The routing package on your network knows the MAC address of every ethernet card attached to its segment. When a router gets a new datagram it decides that it is local by matching the IP address to a MAC address on some machine. The router then plugs in the MAC address in the "to" field of the datagram and sends it out on the wire. Every machine then takes a look at the datagram as it passes them. If there is a match (the datagrams MAC matches the machines), then the machine will copy the information to the kernel.

Promiscuous mode is when a card copies in *all* datagrams on the segment, even those not addressed to it. There are legitimate network oriented reasons to do this. Flow analysis, problem determination, and code debuging are a few. However most machines shouldn't be doing this. With an ethernet card in promiscuous mode and a "packet sniffer" software package to process the packets, someone can listen in on *all* local traffic. Note that this is a passive attack...none of the other machines on the network know that this other machine is copying packets destined for them since only a copy type operation is taking place.
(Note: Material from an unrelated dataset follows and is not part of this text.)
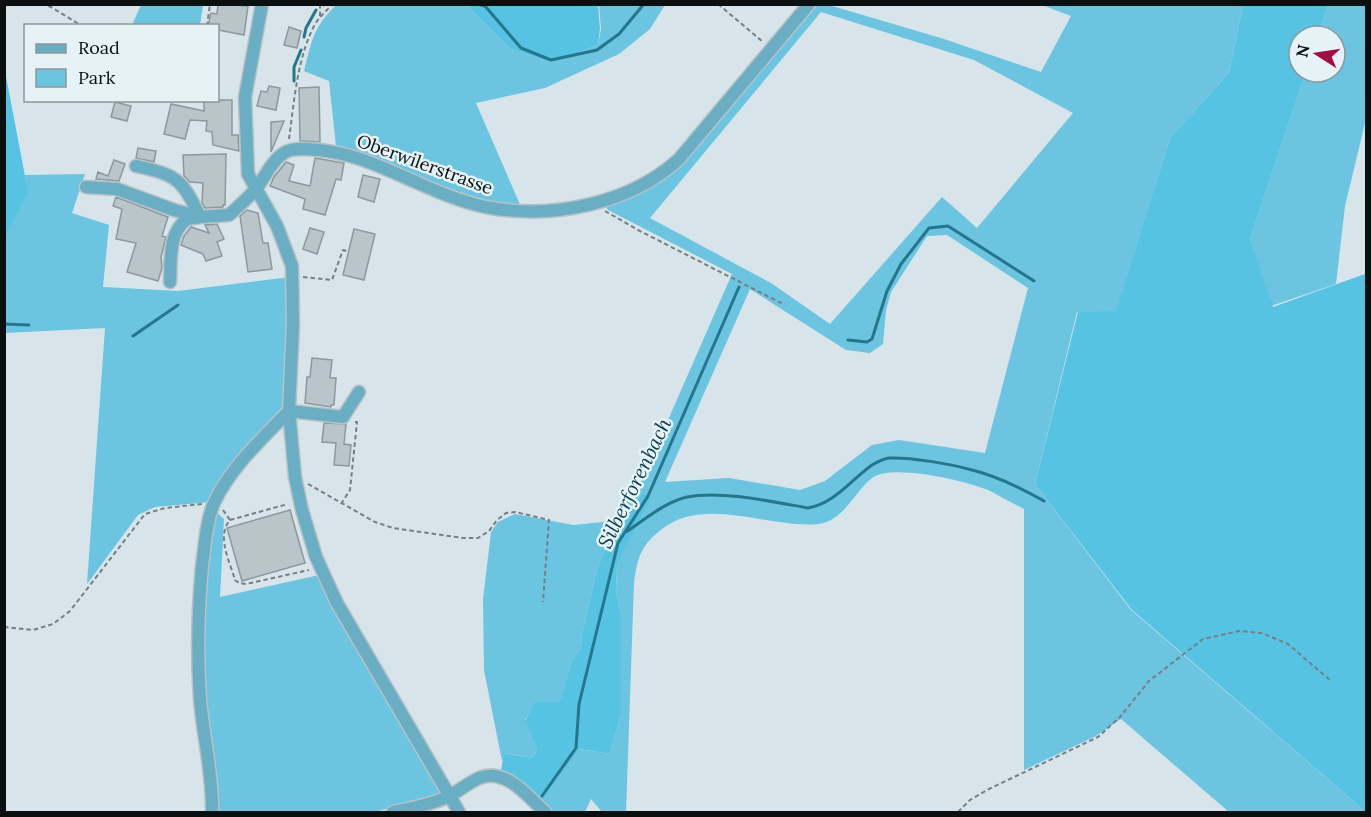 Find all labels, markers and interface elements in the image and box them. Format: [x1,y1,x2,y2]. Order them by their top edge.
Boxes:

The Bad Guys(tm) install packet sniffer just as described to grab passwords and login information off the net. The software they use is generally quite compact and directed: it will copy only those packets that have a high probability of having sensitive information. Since passwords fly across the network quite often, it is easy for a Bad Guy to get hundreds of passwords within only a few days of an unnoticed program. Indeed the classical (and worst) way to catch these sniffers is noticing diminishing disk space from the sheer volume of passwords grabbed.

For this reason it is important to regularly check to make sure your ethernet card has not been put in promiscuous mode. Incidentally, this if someone has put your card in promiscuous mode, your machine has had a root compromise. So often a simple cron job can give you early warning of any problems. Now it is possible that a hacker may remove your cronjob, and a good one will. However a suprising number of cases can be caught by running a promiscuous mode detection program.

We recommend ifstatus2.1. The nice thing about ifstatus is it will walk the device list and manually check ethernet cards for promiscuous mode. (If you don't know why this is a good thing, the reason is Solaris doesn't keep track of cards in promiscuous mode..you have to query them directly. Not an easy thing sometimes.)

Ifstatus is available in source and binary form for most operating systems. Make sure you test your ifstatus to verify it identifies correctly when your host is in promiscuous mode.